EXTRACTED MATERIAL Block Start

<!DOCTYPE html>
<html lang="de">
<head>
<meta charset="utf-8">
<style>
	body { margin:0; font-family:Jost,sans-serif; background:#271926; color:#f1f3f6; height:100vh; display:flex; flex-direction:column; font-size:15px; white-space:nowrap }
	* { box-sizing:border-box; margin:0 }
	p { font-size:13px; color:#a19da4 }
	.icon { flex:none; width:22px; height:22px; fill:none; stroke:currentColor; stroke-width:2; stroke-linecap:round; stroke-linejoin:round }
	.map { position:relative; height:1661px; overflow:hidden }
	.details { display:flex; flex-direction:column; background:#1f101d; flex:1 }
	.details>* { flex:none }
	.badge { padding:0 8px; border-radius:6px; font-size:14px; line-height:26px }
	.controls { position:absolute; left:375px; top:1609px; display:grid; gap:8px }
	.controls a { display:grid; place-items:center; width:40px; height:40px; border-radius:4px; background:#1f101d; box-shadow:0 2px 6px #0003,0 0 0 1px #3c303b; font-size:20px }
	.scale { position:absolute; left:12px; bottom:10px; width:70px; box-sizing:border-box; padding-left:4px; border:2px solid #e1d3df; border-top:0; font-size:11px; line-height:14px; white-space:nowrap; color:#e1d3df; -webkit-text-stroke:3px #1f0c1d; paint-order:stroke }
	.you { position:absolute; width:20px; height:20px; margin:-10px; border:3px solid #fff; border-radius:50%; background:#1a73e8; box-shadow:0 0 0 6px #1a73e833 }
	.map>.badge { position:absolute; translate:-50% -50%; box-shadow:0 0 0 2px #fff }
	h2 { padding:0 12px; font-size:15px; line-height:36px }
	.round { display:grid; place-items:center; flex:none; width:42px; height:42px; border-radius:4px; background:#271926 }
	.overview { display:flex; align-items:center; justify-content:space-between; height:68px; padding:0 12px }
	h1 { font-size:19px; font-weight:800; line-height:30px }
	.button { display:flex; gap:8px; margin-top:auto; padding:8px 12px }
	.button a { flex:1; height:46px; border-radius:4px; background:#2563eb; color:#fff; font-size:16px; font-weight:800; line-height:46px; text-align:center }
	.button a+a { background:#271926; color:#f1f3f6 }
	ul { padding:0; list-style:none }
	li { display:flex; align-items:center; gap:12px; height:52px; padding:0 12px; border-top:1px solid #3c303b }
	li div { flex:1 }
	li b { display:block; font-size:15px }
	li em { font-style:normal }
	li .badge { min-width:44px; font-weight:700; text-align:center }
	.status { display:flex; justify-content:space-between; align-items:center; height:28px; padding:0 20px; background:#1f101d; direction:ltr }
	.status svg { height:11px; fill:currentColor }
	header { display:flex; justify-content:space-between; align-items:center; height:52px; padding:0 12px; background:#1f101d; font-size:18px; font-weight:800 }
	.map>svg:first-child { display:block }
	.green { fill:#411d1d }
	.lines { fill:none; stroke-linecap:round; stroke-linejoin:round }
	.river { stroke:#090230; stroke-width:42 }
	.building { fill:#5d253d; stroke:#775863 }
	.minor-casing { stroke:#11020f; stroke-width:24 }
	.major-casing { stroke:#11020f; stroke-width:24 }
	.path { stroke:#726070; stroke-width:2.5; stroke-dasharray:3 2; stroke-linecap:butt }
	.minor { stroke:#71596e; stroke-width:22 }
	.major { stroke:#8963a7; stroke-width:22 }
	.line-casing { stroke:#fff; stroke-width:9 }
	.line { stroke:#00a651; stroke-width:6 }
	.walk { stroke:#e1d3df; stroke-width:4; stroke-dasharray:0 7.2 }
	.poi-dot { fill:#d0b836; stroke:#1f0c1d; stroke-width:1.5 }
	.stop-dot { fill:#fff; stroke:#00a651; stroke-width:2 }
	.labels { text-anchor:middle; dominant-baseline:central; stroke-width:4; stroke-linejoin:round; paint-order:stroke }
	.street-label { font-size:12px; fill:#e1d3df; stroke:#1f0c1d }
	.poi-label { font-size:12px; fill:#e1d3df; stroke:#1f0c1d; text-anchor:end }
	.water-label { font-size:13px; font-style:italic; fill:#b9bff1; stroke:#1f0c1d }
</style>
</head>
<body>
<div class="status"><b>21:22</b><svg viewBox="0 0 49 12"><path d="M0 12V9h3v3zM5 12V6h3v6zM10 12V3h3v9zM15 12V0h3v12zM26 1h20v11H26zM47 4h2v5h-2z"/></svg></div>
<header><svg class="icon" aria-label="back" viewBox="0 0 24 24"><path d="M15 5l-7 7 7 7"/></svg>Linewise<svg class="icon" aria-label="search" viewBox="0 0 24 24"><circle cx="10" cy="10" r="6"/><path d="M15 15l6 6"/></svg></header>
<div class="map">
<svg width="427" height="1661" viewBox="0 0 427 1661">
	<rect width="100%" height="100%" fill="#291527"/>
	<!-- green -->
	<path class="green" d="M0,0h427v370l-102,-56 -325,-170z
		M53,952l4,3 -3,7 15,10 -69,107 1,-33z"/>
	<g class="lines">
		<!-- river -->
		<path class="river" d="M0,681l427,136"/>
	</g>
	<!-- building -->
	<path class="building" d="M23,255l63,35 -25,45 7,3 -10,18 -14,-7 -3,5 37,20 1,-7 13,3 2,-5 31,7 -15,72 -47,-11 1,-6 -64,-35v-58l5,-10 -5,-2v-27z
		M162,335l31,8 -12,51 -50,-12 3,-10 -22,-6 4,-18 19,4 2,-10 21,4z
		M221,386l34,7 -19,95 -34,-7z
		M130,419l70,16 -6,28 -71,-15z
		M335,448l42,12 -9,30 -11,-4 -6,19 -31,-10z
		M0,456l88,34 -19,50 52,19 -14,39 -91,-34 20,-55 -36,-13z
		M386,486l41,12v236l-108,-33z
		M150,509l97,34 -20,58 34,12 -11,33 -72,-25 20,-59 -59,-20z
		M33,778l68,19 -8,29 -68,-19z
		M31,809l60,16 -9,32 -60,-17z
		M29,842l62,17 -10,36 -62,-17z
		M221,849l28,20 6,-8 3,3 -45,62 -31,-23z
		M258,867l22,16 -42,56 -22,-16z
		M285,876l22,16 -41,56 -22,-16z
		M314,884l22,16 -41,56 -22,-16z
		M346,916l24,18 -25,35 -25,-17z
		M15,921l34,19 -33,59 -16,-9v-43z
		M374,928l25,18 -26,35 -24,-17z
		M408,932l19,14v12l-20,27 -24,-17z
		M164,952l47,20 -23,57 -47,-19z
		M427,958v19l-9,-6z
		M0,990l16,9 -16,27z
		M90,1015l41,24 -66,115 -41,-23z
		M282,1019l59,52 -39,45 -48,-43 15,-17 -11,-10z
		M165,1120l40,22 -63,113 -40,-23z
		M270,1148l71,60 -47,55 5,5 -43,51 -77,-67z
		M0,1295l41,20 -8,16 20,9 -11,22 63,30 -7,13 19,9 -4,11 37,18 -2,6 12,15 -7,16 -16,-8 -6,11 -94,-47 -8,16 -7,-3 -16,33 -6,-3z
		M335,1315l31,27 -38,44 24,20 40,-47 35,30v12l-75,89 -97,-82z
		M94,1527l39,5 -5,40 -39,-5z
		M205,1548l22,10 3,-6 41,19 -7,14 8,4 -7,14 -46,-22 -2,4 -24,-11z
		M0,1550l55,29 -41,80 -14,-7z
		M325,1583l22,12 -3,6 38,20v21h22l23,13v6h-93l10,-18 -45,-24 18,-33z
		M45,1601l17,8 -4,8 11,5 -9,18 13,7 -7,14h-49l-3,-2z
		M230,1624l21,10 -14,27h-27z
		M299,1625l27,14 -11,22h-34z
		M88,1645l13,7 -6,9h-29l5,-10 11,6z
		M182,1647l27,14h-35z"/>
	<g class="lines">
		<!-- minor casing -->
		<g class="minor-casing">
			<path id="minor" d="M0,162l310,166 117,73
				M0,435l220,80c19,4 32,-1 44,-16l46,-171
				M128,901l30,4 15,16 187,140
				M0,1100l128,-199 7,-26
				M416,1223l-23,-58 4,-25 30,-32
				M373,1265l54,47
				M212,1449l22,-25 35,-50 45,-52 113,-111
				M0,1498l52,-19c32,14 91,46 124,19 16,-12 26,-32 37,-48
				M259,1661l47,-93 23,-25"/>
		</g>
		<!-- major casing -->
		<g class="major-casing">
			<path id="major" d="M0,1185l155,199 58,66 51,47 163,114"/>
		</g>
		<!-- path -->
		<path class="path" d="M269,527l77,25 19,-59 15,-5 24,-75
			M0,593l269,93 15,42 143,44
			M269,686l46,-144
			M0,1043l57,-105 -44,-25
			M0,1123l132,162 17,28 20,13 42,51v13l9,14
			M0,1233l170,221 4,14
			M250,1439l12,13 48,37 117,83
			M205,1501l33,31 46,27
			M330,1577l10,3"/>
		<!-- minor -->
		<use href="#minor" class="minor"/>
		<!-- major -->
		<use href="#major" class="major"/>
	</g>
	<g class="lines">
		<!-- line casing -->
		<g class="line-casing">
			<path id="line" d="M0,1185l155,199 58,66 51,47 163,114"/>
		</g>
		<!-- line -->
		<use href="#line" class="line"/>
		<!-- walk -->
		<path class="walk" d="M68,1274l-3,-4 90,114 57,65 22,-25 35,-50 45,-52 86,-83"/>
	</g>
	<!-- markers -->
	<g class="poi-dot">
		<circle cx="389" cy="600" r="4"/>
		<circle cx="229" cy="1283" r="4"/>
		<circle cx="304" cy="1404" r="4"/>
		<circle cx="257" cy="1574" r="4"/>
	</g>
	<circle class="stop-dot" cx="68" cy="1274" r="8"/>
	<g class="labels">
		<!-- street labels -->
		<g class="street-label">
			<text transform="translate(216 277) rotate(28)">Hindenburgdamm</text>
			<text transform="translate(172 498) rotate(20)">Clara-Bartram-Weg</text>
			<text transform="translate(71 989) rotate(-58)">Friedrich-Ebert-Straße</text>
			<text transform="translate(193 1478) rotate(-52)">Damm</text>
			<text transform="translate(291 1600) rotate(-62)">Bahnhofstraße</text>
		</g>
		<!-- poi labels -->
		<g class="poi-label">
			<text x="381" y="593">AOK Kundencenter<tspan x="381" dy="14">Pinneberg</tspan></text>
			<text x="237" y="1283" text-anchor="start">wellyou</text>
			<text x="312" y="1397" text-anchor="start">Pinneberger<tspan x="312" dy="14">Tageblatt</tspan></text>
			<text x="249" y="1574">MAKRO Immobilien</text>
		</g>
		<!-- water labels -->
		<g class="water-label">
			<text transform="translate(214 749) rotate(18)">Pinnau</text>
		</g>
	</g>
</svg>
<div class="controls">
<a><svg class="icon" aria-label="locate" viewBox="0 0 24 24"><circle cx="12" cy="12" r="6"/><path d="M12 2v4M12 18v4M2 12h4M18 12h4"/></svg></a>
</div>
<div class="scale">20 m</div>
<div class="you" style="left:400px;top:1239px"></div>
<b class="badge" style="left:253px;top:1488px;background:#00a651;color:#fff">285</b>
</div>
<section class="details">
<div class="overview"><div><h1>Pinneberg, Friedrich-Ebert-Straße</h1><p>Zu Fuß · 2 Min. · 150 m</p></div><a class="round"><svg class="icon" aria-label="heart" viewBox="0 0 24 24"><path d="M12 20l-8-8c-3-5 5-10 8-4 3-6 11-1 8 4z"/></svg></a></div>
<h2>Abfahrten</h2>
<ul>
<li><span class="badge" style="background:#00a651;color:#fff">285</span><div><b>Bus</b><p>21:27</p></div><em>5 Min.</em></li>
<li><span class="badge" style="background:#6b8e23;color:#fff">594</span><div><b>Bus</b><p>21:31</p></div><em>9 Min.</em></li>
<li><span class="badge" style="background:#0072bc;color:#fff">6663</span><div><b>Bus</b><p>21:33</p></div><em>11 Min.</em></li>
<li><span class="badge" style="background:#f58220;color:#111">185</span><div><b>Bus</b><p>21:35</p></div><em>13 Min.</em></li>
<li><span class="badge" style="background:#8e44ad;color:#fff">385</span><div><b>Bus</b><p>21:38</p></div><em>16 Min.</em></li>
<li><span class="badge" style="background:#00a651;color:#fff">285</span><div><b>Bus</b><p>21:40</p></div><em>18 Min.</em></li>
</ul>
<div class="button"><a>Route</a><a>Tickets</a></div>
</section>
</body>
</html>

EXTRACTED MATERIAL Block End

## ACTIVITY
Scan the records above for the string "linecap", then copy each line where it turns up.

## YOUR SOLUTION
	.icon { flex:none; width:22px; height:22px; fill:none; stroke:currentColor; stroke-width:2; stroke-linecap:round; stroke-linejoin:round }
	.lines { fill:none; stroke-linecap:round; stroke-linejoin:round }
	.path { stroke:#726070; stroke-width:2.5; stroke-dasharray:3 2; stroke-linecap:butt }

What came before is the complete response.